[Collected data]

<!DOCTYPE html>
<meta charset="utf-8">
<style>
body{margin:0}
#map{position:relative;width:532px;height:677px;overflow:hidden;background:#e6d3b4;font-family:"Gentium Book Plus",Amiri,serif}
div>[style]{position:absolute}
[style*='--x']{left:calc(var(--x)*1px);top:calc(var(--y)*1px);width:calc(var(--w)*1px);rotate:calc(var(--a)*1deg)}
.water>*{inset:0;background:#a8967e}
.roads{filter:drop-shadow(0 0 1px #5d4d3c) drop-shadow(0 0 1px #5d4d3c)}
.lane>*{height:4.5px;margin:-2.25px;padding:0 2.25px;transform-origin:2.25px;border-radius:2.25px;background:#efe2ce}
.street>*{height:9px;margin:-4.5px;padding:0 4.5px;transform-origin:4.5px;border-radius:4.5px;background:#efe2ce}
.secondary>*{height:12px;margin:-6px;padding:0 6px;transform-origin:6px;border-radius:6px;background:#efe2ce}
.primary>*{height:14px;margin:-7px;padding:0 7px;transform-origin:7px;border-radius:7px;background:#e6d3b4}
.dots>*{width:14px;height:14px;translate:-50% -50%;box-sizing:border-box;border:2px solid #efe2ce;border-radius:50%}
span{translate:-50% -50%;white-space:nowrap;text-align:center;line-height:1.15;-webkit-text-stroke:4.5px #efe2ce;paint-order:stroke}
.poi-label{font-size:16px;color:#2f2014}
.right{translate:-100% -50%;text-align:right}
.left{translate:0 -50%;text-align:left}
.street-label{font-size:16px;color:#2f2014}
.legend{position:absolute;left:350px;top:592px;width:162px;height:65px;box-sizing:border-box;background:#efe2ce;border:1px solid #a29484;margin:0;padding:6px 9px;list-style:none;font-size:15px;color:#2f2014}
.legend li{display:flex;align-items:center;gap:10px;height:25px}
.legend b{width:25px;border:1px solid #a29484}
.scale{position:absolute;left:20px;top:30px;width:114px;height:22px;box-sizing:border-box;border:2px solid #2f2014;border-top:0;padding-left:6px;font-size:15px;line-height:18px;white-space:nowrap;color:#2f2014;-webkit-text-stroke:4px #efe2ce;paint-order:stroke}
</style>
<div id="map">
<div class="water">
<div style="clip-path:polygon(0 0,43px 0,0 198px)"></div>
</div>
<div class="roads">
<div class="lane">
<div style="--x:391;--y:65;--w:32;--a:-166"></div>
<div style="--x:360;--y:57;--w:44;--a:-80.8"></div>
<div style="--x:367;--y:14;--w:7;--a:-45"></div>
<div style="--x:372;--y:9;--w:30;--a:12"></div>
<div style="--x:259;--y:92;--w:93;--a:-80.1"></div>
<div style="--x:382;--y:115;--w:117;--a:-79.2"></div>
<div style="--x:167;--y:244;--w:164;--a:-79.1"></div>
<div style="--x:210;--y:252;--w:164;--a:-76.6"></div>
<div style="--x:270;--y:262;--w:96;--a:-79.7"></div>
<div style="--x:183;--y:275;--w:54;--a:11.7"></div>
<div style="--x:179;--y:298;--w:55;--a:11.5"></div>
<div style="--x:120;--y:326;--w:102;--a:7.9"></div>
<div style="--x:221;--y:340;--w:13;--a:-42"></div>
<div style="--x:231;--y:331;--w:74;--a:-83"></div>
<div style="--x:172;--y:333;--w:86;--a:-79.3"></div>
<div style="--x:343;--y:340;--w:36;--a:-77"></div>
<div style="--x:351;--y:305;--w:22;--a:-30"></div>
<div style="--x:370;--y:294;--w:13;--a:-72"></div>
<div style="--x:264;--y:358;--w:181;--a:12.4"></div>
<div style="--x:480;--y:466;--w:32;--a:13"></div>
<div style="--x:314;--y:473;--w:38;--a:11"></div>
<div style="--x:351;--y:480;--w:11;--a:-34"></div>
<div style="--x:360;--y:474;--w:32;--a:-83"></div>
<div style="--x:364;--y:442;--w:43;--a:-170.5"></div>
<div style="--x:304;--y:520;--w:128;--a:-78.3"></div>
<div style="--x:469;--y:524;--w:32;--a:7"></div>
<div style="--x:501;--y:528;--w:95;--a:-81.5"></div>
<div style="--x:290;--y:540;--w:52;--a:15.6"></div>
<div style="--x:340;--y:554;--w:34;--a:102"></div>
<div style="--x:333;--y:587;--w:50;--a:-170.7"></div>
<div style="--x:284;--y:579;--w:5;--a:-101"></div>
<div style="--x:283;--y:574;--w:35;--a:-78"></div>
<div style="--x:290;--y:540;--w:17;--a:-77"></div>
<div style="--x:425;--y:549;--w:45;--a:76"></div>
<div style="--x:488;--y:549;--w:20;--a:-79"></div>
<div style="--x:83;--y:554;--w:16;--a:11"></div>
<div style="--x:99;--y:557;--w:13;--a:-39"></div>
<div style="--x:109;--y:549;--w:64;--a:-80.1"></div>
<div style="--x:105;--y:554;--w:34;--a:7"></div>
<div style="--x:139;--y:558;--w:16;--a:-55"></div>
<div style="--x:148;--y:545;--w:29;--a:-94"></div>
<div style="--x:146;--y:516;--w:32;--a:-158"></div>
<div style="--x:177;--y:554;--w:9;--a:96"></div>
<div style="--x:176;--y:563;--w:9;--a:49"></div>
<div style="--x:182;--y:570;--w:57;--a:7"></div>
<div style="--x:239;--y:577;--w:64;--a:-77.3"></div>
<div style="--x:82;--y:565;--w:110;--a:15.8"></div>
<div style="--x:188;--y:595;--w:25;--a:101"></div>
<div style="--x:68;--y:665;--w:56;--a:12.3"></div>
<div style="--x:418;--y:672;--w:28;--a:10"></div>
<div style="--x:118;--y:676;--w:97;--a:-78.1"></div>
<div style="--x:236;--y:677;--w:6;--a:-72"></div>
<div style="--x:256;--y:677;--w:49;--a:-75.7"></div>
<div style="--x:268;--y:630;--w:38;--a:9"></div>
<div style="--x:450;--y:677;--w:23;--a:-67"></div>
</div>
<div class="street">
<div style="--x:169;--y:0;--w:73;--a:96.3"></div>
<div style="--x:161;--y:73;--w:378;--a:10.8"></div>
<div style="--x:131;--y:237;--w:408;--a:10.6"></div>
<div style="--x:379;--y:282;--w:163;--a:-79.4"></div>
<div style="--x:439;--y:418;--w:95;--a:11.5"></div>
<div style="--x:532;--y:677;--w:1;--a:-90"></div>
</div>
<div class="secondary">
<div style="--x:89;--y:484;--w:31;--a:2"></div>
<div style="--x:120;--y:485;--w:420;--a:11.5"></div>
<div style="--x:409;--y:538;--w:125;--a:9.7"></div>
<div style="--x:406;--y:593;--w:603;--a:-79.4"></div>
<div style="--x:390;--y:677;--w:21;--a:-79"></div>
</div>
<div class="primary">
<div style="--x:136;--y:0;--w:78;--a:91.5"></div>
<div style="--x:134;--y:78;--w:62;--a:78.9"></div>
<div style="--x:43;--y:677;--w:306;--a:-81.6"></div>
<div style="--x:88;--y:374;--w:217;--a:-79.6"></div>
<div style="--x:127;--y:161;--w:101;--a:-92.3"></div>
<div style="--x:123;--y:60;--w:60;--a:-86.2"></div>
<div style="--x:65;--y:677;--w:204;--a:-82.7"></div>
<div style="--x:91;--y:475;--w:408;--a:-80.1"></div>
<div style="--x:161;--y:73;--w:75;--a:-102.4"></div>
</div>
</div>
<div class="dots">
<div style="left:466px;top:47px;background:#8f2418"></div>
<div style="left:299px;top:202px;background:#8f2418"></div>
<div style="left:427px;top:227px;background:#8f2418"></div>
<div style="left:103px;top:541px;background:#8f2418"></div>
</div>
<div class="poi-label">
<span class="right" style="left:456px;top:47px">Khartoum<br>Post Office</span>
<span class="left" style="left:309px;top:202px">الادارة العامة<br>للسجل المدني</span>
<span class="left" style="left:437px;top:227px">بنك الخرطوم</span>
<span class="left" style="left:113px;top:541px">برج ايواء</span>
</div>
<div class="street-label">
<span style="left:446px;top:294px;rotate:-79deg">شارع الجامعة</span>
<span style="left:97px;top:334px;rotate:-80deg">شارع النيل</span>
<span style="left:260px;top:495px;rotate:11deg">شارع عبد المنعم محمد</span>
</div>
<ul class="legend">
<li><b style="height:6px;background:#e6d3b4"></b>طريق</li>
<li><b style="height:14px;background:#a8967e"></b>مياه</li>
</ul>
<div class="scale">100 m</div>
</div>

**What you have to do**: Repeat the entries above exactly, from the first line through the line containing "1px #5d4d3c) drop-shadow(0".

**Written reply**:
<!DOCTYPE html>
<meta charset="utf-8">
<style>
body{margin:0}
#map{position:relative;width:532px;height:677px;overflow:hidden;background:#e6d3b4;font-family:"Gentium Book Plus",Amiri,serif}
div>[style]{position:absolute}
[style*='--x']{left:calc(var(--x)*1px);top:calc(var(--y)*1px);width:calc(var(--w)*1px);rotate:calc(var(--a)*1deg)}
.water>*{inset:0;background:#a8967e}
.roads{filter:drop-shadow(0 0 1px #5d4d3c) drop-shadow(0 0 1px #5d4d3c)}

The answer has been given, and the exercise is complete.